(SUPPLIED RECORDS begins)

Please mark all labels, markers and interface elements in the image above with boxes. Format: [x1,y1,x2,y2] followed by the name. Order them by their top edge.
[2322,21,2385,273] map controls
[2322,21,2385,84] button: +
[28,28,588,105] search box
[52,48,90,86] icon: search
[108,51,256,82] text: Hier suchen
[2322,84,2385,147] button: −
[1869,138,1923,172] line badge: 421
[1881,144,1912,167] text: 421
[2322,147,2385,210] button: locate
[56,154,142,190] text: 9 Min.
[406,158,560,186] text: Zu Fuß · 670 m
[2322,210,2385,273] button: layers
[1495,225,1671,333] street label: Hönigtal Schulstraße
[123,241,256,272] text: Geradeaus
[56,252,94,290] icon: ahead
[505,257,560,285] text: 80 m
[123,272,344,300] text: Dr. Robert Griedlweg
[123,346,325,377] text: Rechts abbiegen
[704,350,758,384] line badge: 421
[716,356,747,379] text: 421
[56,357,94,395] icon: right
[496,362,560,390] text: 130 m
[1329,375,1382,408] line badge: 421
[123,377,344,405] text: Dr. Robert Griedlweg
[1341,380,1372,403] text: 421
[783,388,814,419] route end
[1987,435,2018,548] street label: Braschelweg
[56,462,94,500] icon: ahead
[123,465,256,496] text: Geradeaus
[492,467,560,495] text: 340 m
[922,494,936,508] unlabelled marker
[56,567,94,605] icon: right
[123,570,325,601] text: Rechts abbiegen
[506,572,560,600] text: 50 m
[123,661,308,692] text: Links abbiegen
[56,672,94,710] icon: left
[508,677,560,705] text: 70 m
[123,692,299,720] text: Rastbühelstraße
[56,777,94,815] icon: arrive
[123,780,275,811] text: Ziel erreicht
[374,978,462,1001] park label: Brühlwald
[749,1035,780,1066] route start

(SUPPLIED RECORDS ends)
(SUPPLIED RECORDS begins)

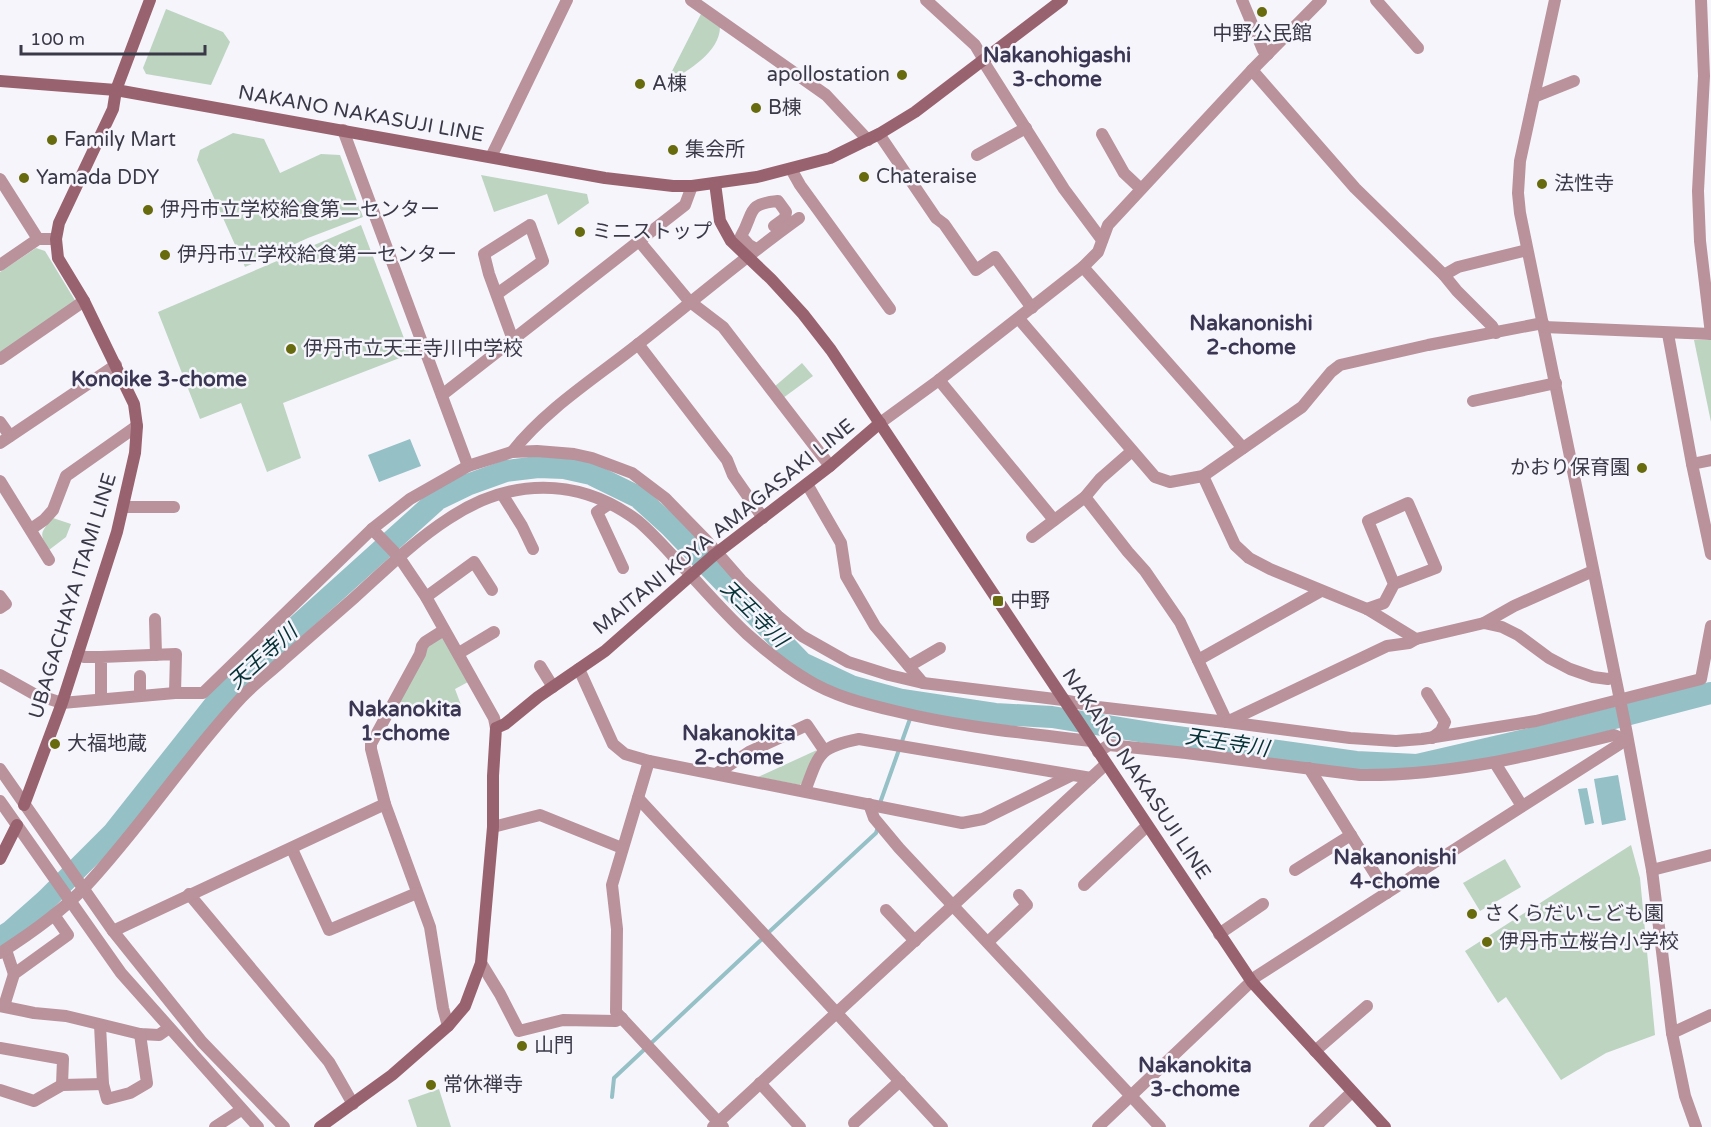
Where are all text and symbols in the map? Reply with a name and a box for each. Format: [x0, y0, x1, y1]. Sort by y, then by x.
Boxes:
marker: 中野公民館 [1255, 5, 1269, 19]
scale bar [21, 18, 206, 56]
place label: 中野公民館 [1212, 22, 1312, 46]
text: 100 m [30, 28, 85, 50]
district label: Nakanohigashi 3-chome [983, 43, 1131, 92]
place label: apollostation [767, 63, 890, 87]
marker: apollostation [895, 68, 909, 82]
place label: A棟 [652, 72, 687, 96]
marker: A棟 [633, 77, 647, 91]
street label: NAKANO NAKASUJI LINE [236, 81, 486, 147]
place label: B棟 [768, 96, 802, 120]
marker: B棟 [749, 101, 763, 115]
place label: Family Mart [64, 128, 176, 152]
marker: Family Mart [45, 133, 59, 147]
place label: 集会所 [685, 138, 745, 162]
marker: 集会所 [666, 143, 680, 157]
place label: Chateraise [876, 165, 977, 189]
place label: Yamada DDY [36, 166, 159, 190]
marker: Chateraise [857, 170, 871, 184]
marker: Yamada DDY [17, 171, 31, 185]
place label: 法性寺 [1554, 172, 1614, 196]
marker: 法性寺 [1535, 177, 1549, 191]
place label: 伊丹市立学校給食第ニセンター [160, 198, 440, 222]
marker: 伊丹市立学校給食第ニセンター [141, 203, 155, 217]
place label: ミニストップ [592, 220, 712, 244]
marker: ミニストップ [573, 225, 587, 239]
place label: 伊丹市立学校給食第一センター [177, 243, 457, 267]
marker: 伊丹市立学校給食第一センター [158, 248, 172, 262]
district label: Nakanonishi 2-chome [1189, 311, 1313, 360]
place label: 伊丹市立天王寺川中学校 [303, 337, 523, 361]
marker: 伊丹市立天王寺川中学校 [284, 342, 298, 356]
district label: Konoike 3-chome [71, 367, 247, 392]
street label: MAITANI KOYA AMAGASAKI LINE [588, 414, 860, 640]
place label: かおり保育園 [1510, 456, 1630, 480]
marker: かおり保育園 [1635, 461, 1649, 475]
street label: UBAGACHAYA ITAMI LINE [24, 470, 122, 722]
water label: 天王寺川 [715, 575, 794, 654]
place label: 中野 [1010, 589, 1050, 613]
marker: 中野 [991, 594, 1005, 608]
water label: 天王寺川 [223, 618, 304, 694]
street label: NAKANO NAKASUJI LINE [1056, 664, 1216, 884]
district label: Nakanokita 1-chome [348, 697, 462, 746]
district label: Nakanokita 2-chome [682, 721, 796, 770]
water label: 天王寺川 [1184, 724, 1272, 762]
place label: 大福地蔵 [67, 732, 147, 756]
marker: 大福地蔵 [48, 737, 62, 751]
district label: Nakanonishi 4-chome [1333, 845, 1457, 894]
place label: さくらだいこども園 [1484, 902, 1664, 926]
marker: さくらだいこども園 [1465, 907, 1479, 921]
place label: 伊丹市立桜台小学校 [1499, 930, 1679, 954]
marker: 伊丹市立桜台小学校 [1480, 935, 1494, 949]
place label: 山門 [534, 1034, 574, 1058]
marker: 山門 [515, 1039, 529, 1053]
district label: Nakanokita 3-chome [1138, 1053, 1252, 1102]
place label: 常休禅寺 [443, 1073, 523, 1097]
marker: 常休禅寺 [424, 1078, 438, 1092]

(SUPPLIED RECORDS ends)

Go through the data and show every line where "伊丹市立桜台小学校" occurs.

place label: 伊丹市立桜台小学校 [1499, 930, 1679, 954]
marker: 伊丹市立桜台小学校 [1480, 935, 1494, 949]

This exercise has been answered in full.